Nevertheless, in studies with offenders the external correlates of FD and IA, respectively, are similar to those described above for PCL-R factors 1 and 2. For example, associations with measures of negative emotionality have been negative for PPI-I and positive for PPI-II, (Benning et al., 2005 and Patrick et al., 2006), although Uzieblo, Verschuere, and Crombez (2007) reported that PPI-II was unrelated to scores on the behavioral inhibition scale (Carver & White, 1994), which largely indexes anxiety or negative emotionality (Poythress et al., 2008).
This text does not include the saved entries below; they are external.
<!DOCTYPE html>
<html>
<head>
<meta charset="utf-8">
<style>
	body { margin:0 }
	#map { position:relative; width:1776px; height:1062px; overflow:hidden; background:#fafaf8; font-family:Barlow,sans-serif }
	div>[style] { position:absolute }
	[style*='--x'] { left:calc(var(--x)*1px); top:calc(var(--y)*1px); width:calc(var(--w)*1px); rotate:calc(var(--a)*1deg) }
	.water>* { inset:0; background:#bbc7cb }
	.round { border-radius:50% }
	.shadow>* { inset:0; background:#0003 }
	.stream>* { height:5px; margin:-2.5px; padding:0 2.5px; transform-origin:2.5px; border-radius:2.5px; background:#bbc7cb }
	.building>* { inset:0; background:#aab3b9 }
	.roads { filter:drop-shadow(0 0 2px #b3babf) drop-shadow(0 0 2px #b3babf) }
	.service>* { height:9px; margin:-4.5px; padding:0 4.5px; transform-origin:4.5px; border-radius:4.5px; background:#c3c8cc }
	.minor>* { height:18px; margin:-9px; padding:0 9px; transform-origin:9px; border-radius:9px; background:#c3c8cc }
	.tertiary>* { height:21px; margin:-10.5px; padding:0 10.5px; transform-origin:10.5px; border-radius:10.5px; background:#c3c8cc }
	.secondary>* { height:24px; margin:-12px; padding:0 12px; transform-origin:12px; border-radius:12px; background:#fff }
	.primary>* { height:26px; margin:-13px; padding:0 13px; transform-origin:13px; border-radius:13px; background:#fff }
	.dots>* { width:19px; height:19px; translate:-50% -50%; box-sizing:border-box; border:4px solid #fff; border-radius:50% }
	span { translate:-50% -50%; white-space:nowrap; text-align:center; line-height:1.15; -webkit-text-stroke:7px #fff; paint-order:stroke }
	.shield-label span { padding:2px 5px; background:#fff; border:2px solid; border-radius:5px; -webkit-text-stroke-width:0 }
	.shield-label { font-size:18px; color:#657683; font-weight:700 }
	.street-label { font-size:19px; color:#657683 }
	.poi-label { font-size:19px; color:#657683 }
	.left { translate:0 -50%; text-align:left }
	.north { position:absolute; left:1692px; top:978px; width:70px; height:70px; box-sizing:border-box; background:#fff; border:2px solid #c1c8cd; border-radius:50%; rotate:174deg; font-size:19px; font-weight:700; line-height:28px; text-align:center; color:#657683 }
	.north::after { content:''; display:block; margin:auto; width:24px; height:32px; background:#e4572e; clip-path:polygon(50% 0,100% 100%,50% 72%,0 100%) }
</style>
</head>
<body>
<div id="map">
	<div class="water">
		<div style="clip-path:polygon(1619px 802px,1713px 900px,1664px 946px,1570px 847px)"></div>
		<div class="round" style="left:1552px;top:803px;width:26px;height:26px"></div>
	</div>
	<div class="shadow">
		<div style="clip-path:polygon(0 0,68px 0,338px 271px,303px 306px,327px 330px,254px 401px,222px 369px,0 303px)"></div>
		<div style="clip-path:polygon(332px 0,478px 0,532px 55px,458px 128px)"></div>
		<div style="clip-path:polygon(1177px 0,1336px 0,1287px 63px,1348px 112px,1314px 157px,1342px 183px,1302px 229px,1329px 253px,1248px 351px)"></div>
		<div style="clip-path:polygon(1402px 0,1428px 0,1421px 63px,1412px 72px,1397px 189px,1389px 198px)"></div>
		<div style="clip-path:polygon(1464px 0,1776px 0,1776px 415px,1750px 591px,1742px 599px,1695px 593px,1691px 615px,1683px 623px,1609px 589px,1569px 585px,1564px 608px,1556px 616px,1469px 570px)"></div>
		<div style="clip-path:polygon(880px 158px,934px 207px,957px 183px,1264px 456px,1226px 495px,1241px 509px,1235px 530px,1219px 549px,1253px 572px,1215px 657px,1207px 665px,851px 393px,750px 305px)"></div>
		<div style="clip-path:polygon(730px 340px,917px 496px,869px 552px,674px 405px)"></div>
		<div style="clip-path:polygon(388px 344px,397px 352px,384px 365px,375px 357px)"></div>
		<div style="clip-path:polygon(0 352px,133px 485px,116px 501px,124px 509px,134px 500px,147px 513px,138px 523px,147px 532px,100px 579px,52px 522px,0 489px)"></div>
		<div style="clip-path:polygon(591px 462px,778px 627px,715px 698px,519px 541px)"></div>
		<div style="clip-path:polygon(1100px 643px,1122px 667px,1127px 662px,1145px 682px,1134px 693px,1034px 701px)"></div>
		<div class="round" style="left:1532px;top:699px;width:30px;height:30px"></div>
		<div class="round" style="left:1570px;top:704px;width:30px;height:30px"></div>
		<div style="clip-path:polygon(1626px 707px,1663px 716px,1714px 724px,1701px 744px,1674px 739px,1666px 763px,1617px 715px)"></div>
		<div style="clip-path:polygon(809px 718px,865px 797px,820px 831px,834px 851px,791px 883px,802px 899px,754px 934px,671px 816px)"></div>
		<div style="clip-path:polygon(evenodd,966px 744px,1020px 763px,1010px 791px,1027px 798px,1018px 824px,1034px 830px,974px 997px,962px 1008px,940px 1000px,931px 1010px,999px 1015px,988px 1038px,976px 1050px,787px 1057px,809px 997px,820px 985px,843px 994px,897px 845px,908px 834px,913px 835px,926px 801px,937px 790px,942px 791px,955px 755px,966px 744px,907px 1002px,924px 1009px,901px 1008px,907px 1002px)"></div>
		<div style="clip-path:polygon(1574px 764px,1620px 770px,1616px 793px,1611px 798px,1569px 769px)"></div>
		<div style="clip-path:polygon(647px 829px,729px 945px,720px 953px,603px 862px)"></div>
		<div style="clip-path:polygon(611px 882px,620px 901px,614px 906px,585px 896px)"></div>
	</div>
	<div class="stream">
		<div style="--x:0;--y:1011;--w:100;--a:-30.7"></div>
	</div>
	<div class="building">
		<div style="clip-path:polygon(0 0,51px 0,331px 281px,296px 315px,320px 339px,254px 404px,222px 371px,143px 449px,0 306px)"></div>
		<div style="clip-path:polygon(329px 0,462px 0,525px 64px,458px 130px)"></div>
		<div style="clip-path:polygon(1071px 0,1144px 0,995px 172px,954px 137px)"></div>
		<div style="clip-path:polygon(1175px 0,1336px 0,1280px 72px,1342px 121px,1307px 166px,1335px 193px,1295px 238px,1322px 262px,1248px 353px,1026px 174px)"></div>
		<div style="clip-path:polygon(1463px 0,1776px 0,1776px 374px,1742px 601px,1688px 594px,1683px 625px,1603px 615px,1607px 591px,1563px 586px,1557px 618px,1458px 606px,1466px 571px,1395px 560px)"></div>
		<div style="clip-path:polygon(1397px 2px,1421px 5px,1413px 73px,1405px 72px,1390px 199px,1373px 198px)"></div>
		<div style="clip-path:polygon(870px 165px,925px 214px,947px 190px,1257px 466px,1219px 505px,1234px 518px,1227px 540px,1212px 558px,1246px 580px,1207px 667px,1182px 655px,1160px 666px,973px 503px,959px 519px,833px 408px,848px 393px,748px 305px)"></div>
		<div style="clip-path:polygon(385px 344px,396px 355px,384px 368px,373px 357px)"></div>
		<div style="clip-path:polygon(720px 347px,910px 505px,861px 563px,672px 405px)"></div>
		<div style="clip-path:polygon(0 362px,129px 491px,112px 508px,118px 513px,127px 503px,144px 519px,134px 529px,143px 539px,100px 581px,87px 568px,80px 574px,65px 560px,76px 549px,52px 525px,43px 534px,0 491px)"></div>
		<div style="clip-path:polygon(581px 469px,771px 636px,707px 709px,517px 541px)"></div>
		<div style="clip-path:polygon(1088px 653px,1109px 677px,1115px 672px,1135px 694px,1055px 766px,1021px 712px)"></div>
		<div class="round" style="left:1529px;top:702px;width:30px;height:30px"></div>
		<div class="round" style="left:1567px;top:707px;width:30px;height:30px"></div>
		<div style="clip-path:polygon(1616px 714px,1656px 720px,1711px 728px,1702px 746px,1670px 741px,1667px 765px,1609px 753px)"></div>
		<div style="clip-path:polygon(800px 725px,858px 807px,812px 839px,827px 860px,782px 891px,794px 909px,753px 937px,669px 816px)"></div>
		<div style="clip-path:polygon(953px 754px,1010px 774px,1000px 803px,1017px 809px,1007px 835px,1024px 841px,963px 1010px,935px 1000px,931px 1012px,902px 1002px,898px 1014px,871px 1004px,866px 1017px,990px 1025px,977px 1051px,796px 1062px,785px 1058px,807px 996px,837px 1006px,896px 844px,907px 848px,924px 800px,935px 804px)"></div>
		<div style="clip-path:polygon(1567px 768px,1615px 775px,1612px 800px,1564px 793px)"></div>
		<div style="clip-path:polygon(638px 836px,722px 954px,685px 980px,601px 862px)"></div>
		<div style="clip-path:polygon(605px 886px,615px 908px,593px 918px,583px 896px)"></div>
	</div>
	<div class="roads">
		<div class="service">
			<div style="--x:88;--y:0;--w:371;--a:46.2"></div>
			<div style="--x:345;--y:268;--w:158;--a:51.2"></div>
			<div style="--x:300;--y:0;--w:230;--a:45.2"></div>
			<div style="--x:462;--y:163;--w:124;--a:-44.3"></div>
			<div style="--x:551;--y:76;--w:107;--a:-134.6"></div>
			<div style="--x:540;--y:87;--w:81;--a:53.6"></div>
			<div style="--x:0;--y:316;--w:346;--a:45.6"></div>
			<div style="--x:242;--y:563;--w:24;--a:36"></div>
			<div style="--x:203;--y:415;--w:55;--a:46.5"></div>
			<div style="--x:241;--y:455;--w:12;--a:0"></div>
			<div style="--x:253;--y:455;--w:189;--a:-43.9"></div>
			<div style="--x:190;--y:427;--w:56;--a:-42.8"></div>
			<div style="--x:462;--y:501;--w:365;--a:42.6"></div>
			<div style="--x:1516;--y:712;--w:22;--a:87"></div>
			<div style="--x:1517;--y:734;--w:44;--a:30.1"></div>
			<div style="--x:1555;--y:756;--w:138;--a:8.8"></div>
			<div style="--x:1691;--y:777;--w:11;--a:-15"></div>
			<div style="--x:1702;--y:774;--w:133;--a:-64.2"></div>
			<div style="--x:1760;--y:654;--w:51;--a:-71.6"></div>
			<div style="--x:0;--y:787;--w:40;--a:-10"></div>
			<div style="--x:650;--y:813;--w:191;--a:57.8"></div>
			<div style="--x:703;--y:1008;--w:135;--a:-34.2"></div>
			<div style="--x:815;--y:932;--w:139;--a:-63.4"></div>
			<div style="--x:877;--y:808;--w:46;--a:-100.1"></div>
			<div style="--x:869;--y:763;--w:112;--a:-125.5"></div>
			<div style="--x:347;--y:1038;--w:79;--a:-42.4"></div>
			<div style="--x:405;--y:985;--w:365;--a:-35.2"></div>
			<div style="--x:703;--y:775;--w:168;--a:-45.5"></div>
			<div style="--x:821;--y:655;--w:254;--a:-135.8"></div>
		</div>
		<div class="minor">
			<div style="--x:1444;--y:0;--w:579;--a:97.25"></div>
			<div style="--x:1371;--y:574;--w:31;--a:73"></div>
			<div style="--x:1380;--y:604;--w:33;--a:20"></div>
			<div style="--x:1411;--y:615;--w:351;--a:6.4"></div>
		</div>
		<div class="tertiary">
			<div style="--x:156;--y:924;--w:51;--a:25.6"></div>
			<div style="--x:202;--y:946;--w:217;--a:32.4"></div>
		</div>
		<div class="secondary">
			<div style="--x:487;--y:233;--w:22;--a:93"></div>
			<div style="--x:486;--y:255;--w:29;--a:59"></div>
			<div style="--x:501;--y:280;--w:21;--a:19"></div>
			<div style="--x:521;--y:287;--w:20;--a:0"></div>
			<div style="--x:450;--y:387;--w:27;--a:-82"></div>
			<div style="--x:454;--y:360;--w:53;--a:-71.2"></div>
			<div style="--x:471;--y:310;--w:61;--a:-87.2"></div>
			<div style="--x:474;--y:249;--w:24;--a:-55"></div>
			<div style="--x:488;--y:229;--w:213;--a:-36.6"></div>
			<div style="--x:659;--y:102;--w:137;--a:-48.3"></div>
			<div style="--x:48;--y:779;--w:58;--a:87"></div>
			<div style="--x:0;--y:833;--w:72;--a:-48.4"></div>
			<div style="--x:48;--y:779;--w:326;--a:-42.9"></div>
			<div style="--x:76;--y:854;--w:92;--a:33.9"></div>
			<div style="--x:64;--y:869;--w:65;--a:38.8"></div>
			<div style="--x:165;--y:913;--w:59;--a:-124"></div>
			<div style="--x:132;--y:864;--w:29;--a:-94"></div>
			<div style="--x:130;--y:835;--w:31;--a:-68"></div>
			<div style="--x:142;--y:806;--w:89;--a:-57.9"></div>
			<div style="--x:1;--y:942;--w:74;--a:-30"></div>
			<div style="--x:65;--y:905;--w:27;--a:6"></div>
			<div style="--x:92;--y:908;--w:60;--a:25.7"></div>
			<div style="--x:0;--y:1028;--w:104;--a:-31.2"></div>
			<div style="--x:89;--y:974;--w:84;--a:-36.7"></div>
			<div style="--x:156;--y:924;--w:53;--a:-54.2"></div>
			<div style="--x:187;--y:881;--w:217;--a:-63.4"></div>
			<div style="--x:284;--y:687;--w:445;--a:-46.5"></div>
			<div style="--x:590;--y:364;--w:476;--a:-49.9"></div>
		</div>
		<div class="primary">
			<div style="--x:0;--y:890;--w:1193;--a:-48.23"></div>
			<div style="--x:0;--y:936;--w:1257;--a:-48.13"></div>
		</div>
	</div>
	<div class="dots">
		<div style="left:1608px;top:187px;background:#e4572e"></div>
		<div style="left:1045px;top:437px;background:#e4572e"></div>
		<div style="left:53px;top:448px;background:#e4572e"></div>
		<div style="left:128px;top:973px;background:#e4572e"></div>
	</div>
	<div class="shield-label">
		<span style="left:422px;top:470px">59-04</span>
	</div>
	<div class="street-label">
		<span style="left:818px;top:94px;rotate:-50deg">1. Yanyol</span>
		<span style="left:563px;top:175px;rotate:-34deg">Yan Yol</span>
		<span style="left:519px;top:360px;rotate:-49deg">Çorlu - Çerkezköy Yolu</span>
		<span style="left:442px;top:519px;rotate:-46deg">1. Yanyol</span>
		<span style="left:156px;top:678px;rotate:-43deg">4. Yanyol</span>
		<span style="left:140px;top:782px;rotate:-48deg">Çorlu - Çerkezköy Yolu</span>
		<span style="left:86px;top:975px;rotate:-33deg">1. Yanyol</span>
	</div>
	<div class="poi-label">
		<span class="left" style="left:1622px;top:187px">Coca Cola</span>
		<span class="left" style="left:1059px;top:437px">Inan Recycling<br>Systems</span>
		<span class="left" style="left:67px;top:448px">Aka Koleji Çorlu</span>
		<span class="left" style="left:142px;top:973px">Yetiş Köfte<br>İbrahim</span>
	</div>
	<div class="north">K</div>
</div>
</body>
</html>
Similarly, PPI-II correlated positively, and PPI-I negatively, with indices of suicidality (Douglas et al., in press), and PPI-II correlated positively with self-reported substance use problems, whereas PPI-I has been negatively related, or unrelated, to these indices (Benning et al., 2005 and Patrick et al., 2006).
Based on this literature, some regard psychopathy measures’ factor scores as proxy indicators for primary and secondary psychopathy (e.g., Hundt et al., 2008 and Ross et al., 2007). It is in this context that the present study examined associations between psychopathy and indices of impulsivity that may be helpful in distinguishing psychopathic subtypes.